- Exercise prompt -
Scan the lines below; pull out those with "streets".
--
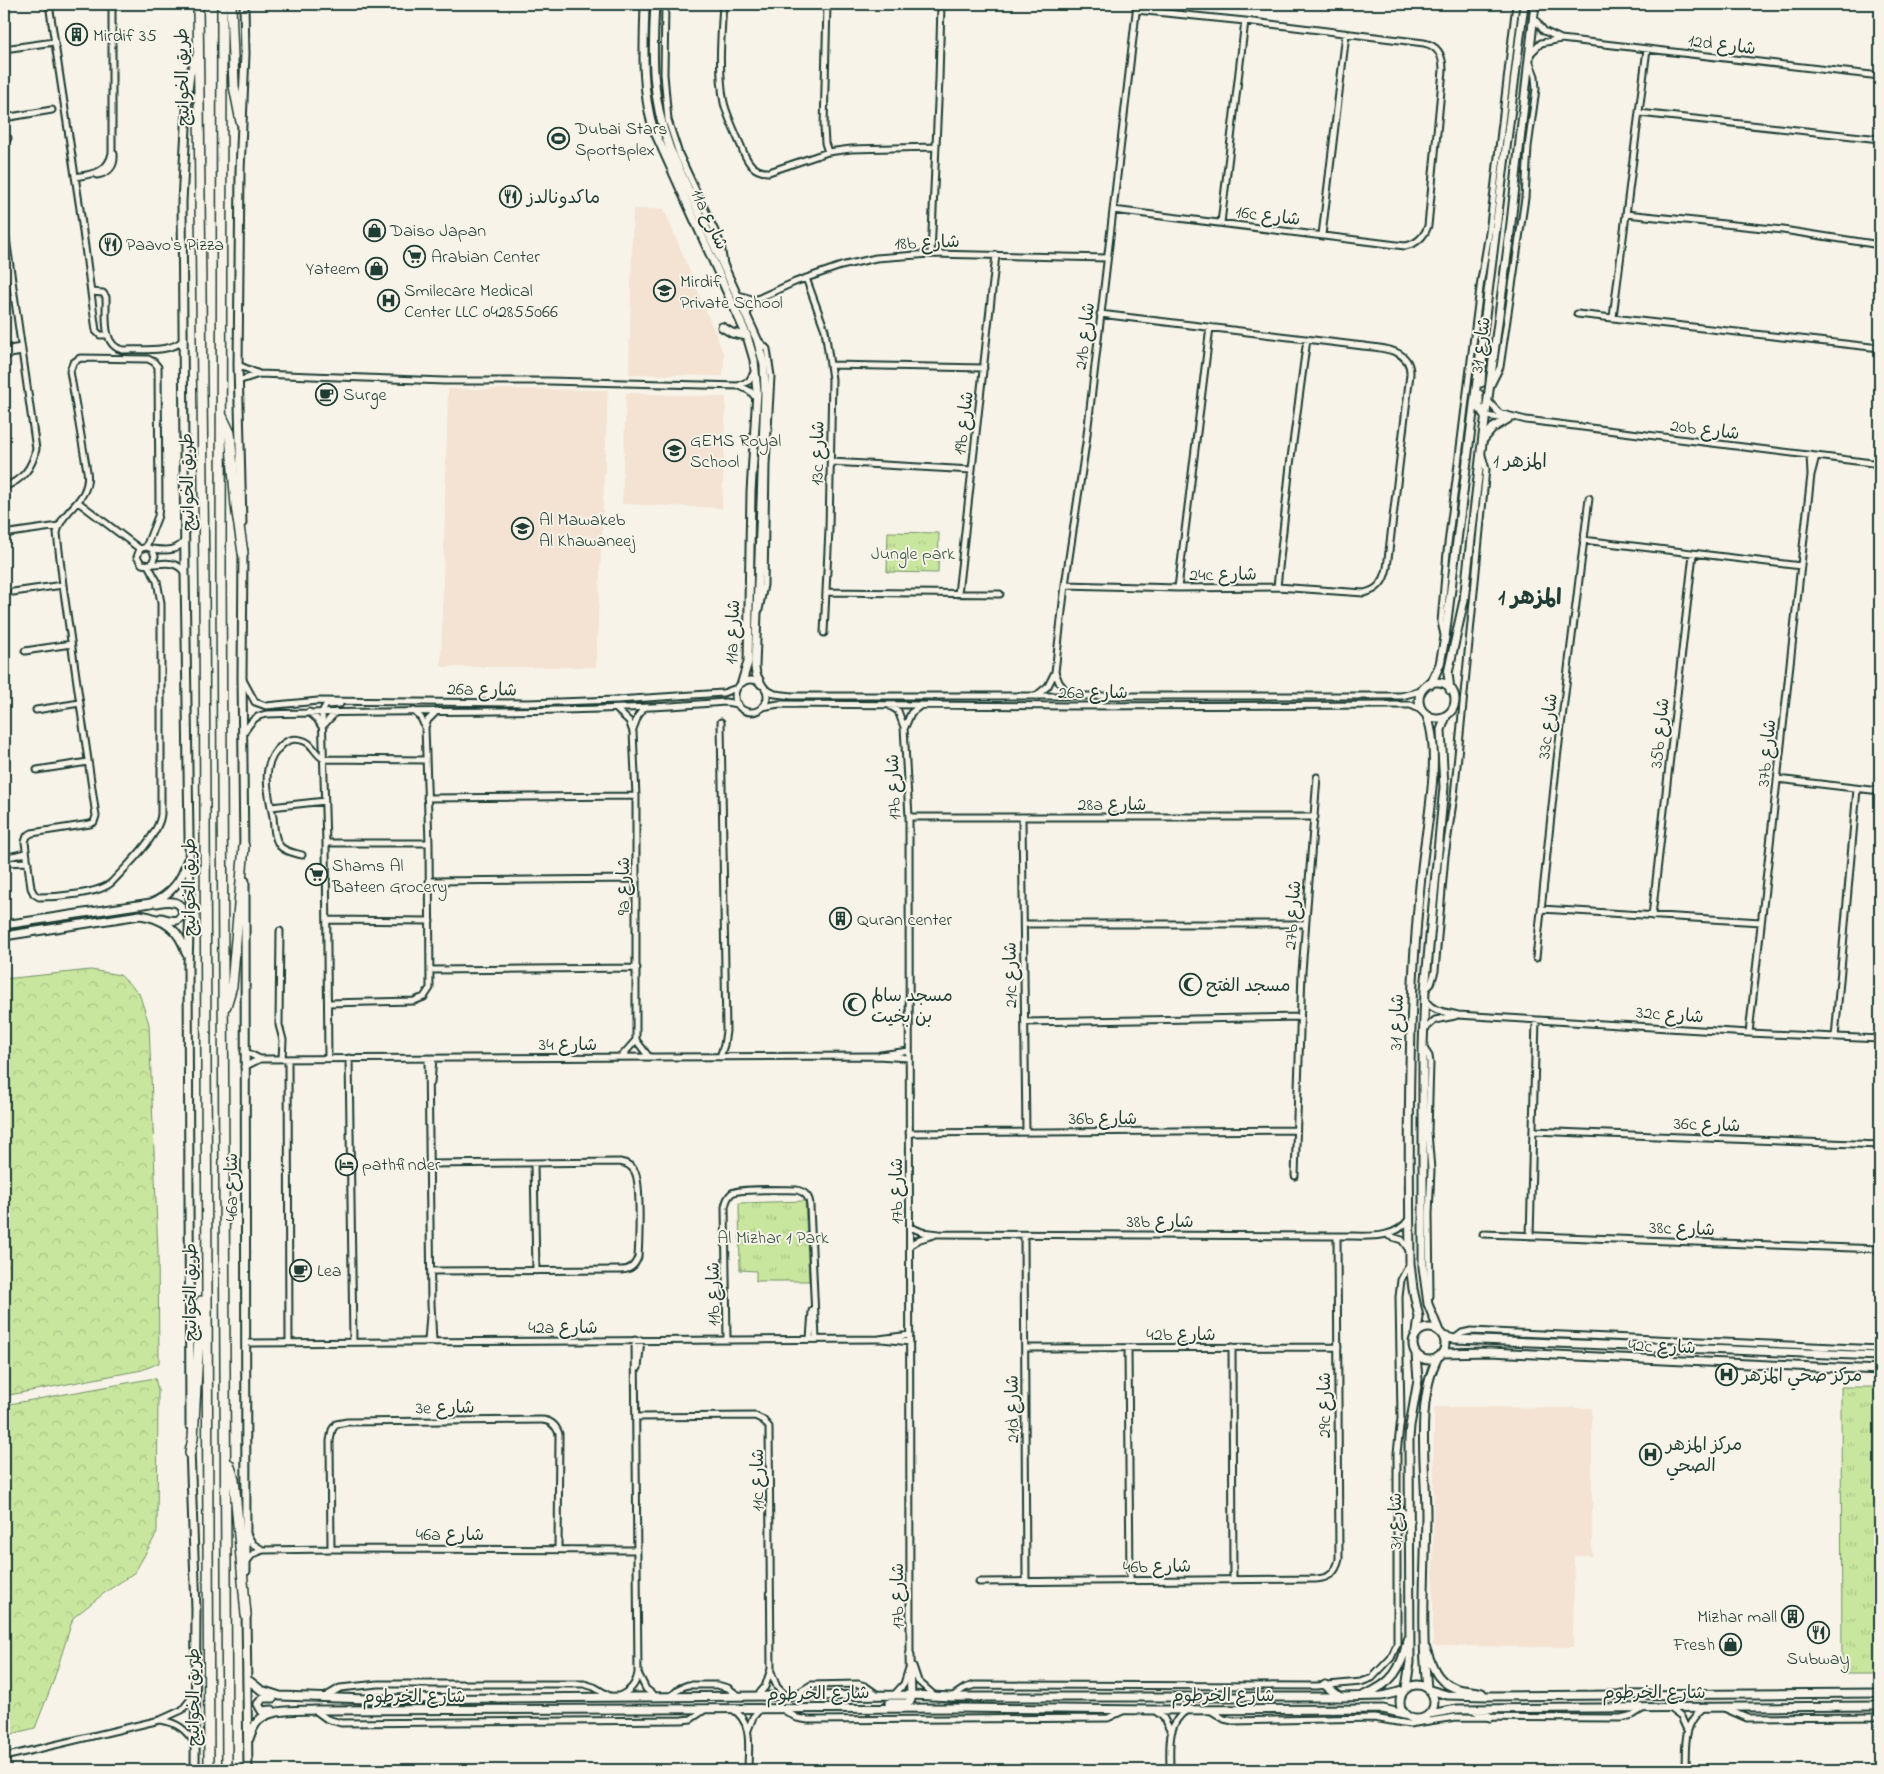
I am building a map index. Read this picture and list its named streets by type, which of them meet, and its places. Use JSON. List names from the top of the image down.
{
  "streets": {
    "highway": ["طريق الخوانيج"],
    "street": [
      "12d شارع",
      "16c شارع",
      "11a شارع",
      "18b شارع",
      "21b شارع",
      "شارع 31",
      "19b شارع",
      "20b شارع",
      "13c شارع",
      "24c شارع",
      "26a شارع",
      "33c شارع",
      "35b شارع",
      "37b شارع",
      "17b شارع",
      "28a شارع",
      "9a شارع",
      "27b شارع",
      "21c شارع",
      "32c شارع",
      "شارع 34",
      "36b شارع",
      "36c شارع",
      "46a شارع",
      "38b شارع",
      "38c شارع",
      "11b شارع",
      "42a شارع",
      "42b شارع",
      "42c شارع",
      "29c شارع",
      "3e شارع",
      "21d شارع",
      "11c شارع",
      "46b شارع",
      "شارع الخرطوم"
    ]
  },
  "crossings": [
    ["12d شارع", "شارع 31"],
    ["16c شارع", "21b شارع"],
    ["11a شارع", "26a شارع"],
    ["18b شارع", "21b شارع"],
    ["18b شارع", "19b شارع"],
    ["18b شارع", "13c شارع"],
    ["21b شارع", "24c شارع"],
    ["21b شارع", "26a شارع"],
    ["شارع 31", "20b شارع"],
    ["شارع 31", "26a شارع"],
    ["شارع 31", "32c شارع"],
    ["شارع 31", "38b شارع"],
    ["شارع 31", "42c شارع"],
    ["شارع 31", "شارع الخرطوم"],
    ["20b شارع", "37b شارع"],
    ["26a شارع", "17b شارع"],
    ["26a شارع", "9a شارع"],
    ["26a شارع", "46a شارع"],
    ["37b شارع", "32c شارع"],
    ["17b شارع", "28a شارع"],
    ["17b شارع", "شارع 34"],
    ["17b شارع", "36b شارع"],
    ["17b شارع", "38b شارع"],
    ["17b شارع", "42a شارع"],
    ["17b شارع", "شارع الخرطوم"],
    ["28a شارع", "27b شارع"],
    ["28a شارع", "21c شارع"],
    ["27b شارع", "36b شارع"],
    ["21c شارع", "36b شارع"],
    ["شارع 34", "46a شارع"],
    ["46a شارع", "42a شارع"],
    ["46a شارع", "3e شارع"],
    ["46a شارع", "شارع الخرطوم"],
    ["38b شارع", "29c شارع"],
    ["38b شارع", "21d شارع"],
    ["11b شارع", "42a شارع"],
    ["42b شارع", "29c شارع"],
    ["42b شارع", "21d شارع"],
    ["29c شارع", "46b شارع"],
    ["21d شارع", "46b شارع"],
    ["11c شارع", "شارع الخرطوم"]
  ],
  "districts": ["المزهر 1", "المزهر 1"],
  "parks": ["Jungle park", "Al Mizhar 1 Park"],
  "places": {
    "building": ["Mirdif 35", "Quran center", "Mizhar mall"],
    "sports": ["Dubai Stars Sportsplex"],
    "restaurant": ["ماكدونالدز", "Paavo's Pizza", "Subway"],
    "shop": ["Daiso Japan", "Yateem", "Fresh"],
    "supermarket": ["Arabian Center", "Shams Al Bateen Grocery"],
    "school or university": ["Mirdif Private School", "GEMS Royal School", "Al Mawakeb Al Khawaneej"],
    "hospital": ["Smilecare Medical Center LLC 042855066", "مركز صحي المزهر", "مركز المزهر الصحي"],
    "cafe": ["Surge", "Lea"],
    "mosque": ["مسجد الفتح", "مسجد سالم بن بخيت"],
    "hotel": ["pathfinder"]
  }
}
--
- Result of the exercise -
I am building a map index. Read this picture and list its named streets by type, which of them meet, and its places. Use JSON. List names from the top of the image down.
  "streets": {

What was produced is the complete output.